-- Required work --
Scan the entries that follow and copy out every line containing "stream".

___ Source material ___

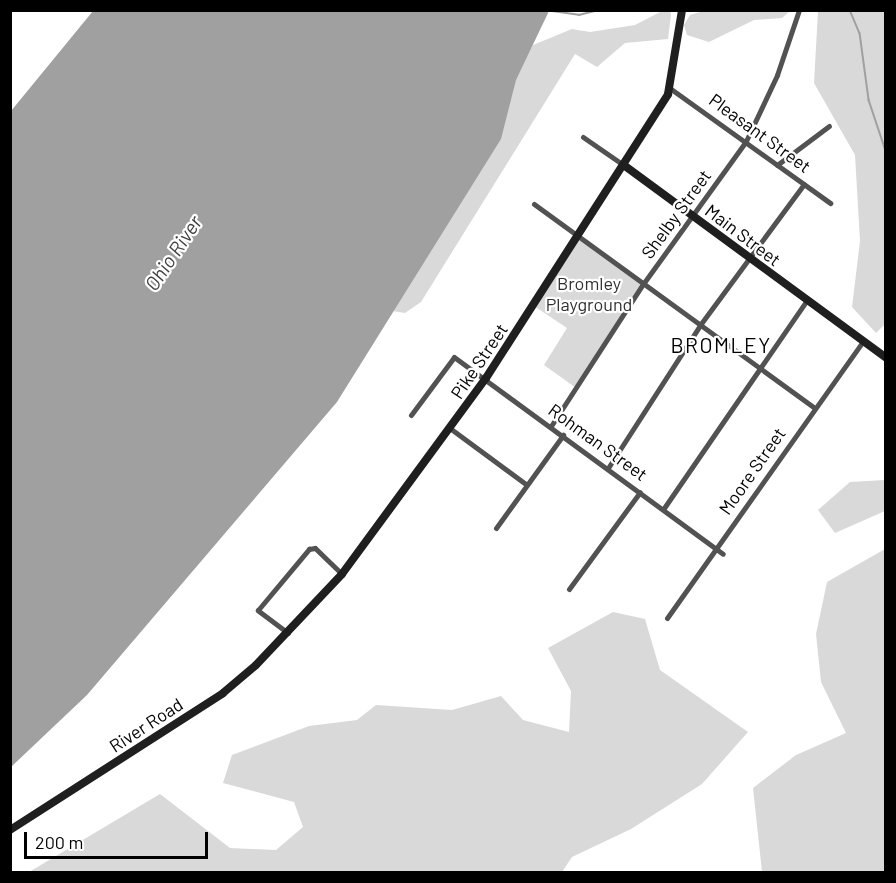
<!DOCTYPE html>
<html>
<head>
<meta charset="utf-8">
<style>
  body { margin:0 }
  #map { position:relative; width:896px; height:883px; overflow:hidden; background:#fff; font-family:Barlow,sans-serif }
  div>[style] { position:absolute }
  .green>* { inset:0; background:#d9d9d9 }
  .water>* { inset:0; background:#a0a0a0 }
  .stream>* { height:1.5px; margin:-0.75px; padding:0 0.75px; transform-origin:0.75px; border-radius:0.75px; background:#a0a0a0 }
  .street>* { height:5px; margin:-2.5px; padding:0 2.5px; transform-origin:2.5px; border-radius:2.5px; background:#525252 }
  .secondary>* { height:8px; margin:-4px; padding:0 4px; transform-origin:4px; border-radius:4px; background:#1f1f1f }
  span { translate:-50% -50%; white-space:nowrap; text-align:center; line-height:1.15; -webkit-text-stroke:4.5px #fff; paint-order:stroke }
  .street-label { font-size:18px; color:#000 }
  .park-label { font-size:18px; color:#303030 }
  .water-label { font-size:20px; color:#414141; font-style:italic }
  .quarter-label { font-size:21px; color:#000; letter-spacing:1.5px }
  .frame { position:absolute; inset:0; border:12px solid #000; pointer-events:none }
  .scale { position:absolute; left:24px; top:832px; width:184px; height:27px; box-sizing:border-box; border:3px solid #000; border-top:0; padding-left:8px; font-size:18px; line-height:21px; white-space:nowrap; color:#000; -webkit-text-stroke:4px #fff; paint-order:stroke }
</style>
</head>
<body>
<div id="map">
  <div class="green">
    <div style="clip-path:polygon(662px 11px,670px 11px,671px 15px,668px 39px,625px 43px,597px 67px,575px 54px,421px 302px,405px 313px,386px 310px,533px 45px,572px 29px,590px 32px,635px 25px)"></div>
    <div style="clip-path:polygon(703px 11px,703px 10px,790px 11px,782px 18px,754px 20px,709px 42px,687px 35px,684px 25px,690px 15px)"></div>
    <div style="clip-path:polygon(818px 11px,885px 11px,886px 323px,876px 333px,852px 307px,860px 241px,855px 155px,814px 83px)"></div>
    <div style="clip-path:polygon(580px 237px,643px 284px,576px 388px,544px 365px,567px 328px,534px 306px)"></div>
    <div style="clip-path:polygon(885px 480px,885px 511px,835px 533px,818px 510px,850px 482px)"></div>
    <div style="clip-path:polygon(885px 549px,885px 872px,762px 872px,753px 788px,796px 755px,846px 733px,821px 682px,816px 634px,827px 582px)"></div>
    <div style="clip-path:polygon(613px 612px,645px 619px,660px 670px,748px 732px,702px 784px,631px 829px,572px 857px,562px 872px,29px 872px,160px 794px,230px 848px,276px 850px,303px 827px,294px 802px,223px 783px,232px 755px,309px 726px,357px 720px,376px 705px,452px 710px,501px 696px,523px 720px,569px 732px,571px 691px,548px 648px)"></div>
  </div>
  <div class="water">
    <div style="clip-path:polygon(93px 11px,549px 11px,516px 80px,501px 139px,337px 402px,87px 695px,11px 767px,11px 111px)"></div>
  </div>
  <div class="stream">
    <div style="left:545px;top:10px;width:34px;rotate:8deg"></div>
    <div style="left:579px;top:15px;width:21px;rotate:-14deg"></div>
    <div style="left:850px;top:10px;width:25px;rotate:67deg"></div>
    <div style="left:860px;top:33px;width:68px;rotate:82.3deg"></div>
    <div style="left:869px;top:100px;width:54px;rotate:71.6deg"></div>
  </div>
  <div class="street">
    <div style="left:671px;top:89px;width:196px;rotate:35.6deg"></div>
    <div style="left:583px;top:137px;width:51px;rotate:34.6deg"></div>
    <div style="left:777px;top:165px;width:65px;rotate:-36.9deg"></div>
    <div style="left:534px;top:204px;width:347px;rotate:36deg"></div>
    <div style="left:411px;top:415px;width:72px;rotate:-53.4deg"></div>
    <div style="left:454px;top:357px;width:333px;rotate:36.2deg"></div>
    <div style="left:551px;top:426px;width:169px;rotate:-57.1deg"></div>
    <div style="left:643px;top:284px;width:176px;rotate:-54.2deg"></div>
    <div style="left:746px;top:141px;width:73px;rotate:-64.8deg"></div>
    <div style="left:777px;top:75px;width:69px;rotate:-71.3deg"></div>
    <div style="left:451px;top:429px;width:94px;rotate:36.4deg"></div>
    <div style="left:608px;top:468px;width:170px;rotate:-57.2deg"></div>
    <div style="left:700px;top:325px;width:175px;rotate:-53.6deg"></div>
    <div style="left:664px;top:508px;width:252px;rotate:-55.5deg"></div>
    <div style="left:496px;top:528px;width:115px;rotate:-54.2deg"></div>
    <div style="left:569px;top:589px;width:120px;rotate:-53.8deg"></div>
    <div style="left:667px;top:618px;width:339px;rotate:-54.7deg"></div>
    <div style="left:288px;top:633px;width:38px;rotate:-143deg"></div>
    <div style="left:258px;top:610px;width:80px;rotate:-50.1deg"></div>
    <div style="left:309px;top:549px;width:6px;rotate:-9deg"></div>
    <div style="left:315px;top:548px;width:37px;rotate:44deg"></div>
  </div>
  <div class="secondary">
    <div style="left:625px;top:166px;width:324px;rotate:36.3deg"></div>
    <div style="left:10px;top:830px;width:253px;rotate:-32.7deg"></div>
    <div style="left:223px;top:693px;width:43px;rotate:-40.3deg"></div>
    <div style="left:256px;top:665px;width:125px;rotate:-46.6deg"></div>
    <div style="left:342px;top:574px;width:243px;rotate:-53.7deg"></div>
    <div style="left:486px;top:378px;width:337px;rotate:-57.3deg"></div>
    <div style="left:668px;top:94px;width:85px;rotate:-80.5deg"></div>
  </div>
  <div class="street-label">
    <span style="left:760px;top:133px;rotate:36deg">Pleasant Street</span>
    <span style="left:676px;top:214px;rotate:-54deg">Shelby Street</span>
    <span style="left:743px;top:235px;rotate:37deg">Main Street</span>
    <span style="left:479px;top:361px;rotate:-56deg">Pike Street</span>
    <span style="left:598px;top:442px;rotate:36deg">Rohman Street</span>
    <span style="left:752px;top:471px;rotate:-55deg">Moore Street</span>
    <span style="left:146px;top:725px;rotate:-33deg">River Road</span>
  </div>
  <div class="park-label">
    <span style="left:589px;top:294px">Bromley<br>Playground</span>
  </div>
  <div class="water-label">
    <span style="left:173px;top:253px;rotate:-56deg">Ohio River</span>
  </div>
  <div class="quarter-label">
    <span style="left:721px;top:345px">BROMLEY</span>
  </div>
  <div class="frame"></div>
  <div class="scale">200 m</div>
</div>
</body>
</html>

___

-- Solution for this problem --
  .stream>* { height:1.5px; margin:-0.75px; padding:0 0.75px; transform-origin:0.75px; border-radius:0.75px; background:#a0a0a0 }
  <div class="stream">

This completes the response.